There's another shorthand that that replaces only suffixes: $(text:suffix=replacement)
. No %
wildcard is used here.
Note: don't add extra spaces for this shorthand. It will be seen as a search or replacement term.
foo := a.o b.o l.a c.o
one := $(patsubst %.o,%.c,$(foo))
# This is a shorthand for the above
two := $(foo:%.o=%.c)
# This is the suffix-only shorthand, and is also equivalent to the above.
three := $(foo:.o=.c)
all:
echo $(one)
echo $(two)
echo $(three)
The foreach function looks like this: $(foreach var,list,text)
. It converts one list of words (separated by spaces) to another. var
is set to each word in list, and text
is expanded for each word.
This appends an exclamation after each word:
foo := who are you
# For each "word" in foo, output that same word with an exclamation after
bar := $(foreach wrd,$(foo),$(wrd)!)
all:
# Output is "who! are! you!"
@echo $(bar)
if
checks if the first argument is nonempty. If so runs the second argument, otherwise runs the third.

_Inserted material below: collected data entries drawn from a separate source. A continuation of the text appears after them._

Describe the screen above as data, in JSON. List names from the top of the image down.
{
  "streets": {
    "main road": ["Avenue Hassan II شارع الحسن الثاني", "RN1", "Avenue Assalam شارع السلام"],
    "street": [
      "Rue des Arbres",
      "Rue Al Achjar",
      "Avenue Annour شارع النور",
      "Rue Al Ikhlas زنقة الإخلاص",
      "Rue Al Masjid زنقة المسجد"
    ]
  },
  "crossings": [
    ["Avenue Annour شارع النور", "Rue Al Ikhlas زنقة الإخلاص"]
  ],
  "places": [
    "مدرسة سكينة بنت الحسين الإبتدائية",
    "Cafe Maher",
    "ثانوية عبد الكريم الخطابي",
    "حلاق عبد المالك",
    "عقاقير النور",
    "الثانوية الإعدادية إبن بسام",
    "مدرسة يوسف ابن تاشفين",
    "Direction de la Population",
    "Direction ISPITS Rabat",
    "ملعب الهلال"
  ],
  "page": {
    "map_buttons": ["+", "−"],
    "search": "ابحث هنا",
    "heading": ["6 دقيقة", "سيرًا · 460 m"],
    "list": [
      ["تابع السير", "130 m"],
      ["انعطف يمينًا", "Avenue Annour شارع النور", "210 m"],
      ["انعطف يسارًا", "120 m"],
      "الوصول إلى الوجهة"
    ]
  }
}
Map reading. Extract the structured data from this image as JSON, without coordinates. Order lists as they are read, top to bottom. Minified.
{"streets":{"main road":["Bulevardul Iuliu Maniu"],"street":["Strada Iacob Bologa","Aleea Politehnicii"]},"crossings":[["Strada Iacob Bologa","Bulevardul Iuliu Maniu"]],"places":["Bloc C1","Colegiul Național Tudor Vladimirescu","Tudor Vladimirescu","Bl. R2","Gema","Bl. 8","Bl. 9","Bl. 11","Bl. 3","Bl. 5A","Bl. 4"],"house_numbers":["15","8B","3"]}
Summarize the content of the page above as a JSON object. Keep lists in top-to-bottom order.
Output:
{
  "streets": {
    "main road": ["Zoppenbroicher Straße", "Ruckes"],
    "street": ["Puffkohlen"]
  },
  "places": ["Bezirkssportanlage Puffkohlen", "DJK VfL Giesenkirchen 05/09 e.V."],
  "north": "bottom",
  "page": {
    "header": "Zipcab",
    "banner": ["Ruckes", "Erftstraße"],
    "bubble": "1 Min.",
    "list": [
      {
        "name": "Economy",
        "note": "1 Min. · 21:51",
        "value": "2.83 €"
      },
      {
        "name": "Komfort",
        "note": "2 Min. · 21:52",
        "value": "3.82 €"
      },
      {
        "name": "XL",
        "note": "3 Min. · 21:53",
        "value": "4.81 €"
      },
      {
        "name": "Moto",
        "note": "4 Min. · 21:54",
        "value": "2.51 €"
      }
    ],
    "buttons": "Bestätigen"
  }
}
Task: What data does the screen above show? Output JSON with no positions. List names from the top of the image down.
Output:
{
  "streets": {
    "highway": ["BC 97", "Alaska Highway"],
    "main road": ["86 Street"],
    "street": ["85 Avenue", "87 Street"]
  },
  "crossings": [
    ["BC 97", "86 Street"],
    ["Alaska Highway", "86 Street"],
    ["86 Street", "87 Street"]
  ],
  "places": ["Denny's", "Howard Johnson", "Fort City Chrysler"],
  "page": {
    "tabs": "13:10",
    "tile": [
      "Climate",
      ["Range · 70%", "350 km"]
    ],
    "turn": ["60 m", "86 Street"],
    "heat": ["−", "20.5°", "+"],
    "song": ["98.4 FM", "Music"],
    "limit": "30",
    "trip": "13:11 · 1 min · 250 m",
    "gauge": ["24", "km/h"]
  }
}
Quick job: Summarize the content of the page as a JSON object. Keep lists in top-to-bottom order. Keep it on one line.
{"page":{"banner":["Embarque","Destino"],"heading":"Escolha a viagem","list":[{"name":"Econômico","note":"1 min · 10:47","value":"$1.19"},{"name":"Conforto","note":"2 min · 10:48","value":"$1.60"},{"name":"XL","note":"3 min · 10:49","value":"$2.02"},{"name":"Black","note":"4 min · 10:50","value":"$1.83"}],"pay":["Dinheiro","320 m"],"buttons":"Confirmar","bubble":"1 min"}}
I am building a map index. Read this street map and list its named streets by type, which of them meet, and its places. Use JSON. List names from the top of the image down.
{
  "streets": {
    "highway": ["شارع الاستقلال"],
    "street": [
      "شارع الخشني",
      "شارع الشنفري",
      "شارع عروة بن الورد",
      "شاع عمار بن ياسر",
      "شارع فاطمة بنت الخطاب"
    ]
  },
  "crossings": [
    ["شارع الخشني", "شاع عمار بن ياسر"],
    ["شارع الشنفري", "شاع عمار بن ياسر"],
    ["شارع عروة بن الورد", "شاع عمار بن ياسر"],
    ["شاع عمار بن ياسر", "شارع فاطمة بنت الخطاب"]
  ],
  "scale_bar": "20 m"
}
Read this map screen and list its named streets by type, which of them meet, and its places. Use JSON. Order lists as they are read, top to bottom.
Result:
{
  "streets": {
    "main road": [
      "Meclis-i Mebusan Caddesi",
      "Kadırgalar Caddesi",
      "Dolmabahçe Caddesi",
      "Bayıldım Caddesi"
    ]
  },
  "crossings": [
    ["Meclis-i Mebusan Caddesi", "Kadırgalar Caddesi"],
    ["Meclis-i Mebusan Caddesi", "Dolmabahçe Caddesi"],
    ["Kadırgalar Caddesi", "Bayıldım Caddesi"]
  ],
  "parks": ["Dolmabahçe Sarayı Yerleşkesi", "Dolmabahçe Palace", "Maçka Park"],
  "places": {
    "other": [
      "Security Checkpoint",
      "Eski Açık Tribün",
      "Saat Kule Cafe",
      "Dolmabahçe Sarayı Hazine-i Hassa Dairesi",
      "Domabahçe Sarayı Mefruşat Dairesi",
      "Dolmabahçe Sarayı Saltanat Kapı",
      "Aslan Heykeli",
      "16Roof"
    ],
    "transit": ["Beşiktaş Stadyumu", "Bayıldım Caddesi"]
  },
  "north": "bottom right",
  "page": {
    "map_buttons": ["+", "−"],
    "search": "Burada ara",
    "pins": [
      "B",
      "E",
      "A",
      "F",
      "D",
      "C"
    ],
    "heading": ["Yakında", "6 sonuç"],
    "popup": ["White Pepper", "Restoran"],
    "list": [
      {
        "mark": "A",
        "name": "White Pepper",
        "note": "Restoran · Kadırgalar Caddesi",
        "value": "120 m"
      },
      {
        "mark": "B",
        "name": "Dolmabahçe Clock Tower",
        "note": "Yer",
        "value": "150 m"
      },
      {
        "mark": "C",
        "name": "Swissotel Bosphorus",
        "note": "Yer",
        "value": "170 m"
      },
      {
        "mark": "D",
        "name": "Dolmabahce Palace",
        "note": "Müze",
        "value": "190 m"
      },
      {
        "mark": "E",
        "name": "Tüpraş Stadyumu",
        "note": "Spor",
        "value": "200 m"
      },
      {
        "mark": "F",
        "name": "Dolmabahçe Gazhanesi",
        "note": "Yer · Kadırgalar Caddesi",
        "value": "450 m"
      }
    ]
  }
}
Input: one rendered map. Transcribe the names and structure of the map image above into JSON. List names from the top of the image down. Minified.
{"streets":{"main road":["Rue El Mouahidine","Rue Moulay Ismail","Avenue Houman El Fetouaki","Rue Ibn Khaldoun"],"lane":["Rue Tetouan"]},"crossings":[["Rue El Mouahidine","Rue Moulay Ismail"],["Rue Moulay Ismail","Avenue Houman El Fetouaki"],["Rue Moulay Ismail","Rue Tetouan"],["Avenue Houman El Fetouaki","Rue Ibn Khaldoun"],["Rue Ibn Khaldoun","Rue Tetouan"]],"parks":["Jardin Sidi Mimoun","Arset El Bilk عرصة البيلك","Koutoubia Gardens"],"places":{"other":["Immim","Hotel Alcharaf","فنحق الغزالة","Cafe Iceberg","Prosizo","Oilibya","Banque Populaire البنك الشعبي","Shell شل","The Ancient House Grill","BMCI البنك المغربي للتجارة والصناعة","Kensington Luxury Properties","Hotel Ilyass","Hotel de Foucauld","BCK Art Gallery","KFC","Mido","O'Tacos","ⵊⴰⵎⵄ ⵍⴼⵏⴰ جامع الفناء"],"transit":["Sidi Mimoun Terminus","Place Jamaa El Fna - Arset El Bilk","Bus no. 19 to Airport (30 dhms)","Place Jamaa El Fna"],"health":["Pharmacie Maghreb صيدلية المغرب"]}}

foo := $(if this-is-not-empty,then!,else!)
empty :=
bar := $(if $(empty),then!,else!)
all:
@echo $(foo)
@echo $(bar)
Make supports creating basic functions. You "define" the function just by creating a variable, but use the parameters $(0)
, $(1)
, etc. You then call the function with the special call
function. The syntax is $(call variable,param,param)
. $(0)
is the variable, while $(1)
, $(2)
, etc. are the params.
sweet_new_fn = Variable Name: $(0) First: $(1) Second: $(2) Empty Variable: $(3)
all:
# Outputs "Variable Name: sweet_new_fn First: go Second: tigers Empty Variable:"
@echo $(call sweet_new_fn, go, tigers)
shell - This calls the shell, but it replaces newlines with spaces!
all:
@echo $(shell ls -la) # Very ugly because the newlines are gone!
The include directive tells make to read one or more other makefiles. It's a line in the makefile makefile that looks like this:
include filenames...
This is particularly useful when you use compiler flags like -M
that create Makefiles based on the source. For example, if some c files includes a header, that header will be added to a Makefile that's written by gcc. I talk about this more in the Makefile Cookbook
Use vpath to specify where some set of prerequisites exist. The format is vpath <pattern> <directories, space/colon separated>
<pattern>
can have a %
, which matches any zero or more characters.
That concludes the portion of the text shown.